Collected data
--*--

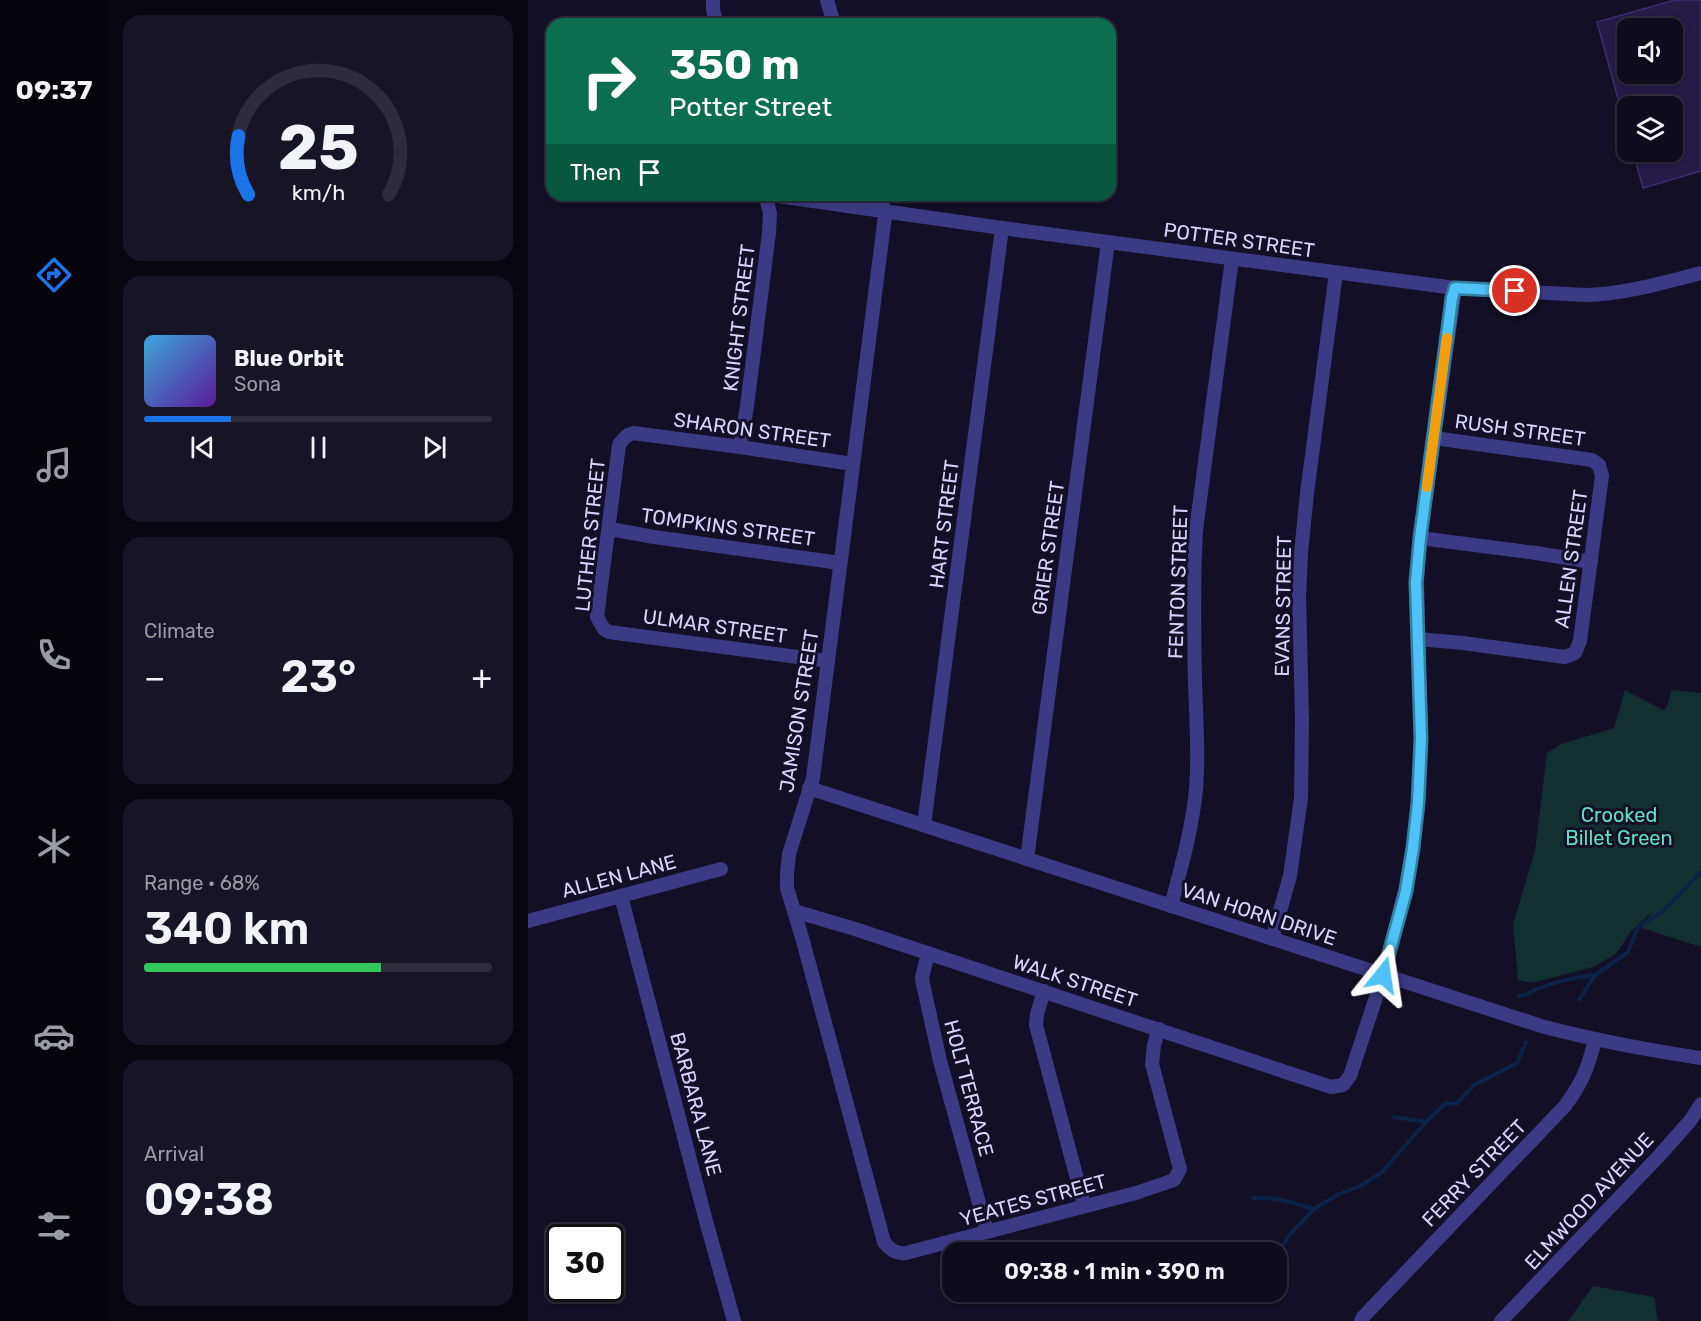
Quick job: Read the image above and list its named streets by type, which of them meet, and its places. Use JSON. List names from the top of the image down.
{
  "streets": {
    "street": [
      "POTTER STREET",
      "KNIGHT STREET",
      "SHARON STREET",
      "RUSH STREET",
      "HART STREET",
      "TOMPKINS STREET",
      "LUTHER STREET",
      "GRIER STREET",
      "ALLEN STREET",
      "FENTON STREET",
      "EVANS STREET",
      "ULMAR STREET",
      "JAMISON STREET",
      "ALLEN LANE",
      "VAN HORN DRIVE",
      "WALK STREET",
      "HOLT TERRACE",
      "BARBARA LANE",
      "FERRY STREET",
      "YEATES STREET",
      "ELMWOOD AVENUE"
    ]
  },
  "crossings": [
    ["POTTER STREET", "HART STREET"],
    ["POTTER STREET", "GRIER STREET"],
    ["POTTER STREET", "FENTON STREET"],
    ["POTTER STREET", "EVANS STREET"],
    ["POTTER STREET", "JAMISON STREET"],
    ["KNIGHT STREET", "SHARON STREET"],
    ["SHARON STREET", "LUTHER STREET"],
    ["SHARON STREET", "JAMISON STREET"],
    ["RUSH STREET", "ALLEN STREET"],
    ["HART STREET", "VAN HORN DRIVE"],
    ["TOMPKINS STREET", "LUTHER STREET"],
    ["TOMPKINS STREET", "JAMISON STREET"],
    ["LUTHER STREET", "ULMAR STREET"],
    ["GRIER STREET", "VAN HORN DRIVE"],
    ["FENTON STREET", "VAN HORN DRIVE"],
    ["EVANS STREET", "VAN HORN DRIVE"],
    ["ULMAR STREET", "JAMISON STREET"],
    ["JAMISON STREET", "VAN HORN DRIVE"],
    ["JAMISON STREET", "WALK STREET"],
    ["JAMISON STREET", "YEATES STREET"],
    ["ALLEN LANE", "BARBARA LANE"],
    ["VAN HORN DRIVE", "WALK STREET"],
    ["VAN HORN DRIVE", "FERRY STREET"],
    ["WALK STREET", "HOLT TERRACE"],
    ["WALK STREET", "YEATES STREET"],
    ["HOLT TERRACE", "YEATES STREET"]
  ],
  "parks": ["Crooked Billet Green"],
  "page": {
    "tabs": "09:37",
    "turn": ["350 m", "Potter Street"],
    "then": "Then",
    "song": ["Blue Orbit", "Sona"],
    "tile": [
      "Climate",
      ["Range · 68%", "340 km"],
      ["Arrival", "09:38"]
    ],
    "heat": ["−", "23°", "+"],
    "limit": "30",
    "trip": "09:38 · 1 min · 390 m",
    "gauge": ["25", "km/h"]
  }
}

--*--

§ **EXERCISE DETAILS**
Return the records above exactly as written, but without any of the pictures.

§ **RESPONSE BELOW**
Quick job: Read the image above and list its named streets by type, which of them meet, and its places. Use JSON. List names from the top of the image down.
{
  "streets": {
    "street": [
      "POTTER STREET",
      "KNIGHT STREET",
      "SHARON STREET",
      "RUSH STREET",
      "HART STREET",
      "TOMPKINS STREET",
      "LUTHER STREET",
      "GRIER STREET",
      "ALLEN STREET",
      "FENTON STREET",
      "EVANS STREET",
      "ULMAR STREET",
      "JAMISON STREET",
      "ALLEN LANE",
      "VAN HORN DRIVE",
      "WALK STREET",
      "HOLT TERRACE",
      "BARBARA LANE",
      "FERRY STREET",
      "YEATES STREET",
      "ELMWOOD AVENUE"
    ]
  },
  "crossings": [
    ["POTTER STREET", "HART STREET"],
    ["POTTER STREET", "GRIER STREET"],
    ["POTTER STREET", "FENTON STREET"],
    ["POTTER STREET", "EVANS STREET"],
    ["POTTER STREET", "JAMISON STREET"],
    ["KNIGHT STREET", "SHARON STREET"],
    ["SHARON STREET", "LUTHER STREET"],
    ["SHARON STREET", "JAMISON STREET"],
    ["RUSH STREET", "ALLEN STREET"],
    ["HART STREET", "VAN HORN DRIVE"],
    ["TOMPKINS STREET", "LUTHER STREET"],
    ["TOMPKINS STREET", "JAMISON STREET"],
    ["LUTHER STREET", "ULMAR STREET"],
    ["GRIER STREET", "VAN HORN DRIVE"],
    ["FENTON STREET", "VAN HORN DRIVE"],
    ["EVANS STREET", "VAN HORN DRIVE"],
    ["ULMAR STREET", "JAMISON STREET"],
    ["JAMISON STREET", "VAN HORN DRIVE"],
    ["JAMISON STREET", "WALK STREET"],
    ["JAMISON STREET", "YEATES STREET"],
    ["ALLEN LANE", "BARBARA LANE"],
    ["VAN HORN DRIVE", "WALK STREET"],
    ["VAN HORN DRIVE", "FERRY STREET"],
    ["WALK STREET", "HOLT TERRACE"],
    ["WALK STREET", "YEATES STREET"],
    ["HOLT TERRACE", "YEATES STREET"]
  ],
  "parks": ["Crooked Billet Green"],
  "page": {
    "tabs": "09:37",
    "turn": ["350 m", "Potter Street"],
    "then": "Then",
    "song": ["Blue Orbit", "Sona"],
    "tile": [
      "Climate",
      ["Range · 68%", "340 km"],
      ["Arrival", "09:38"]
    ],
    "heat": ["−", "23°", "+"],
    "limit": "30",
    "trip": "09:38 · 1 min · 390 m",
    "gauge": ["25", "km/h"]
  }
}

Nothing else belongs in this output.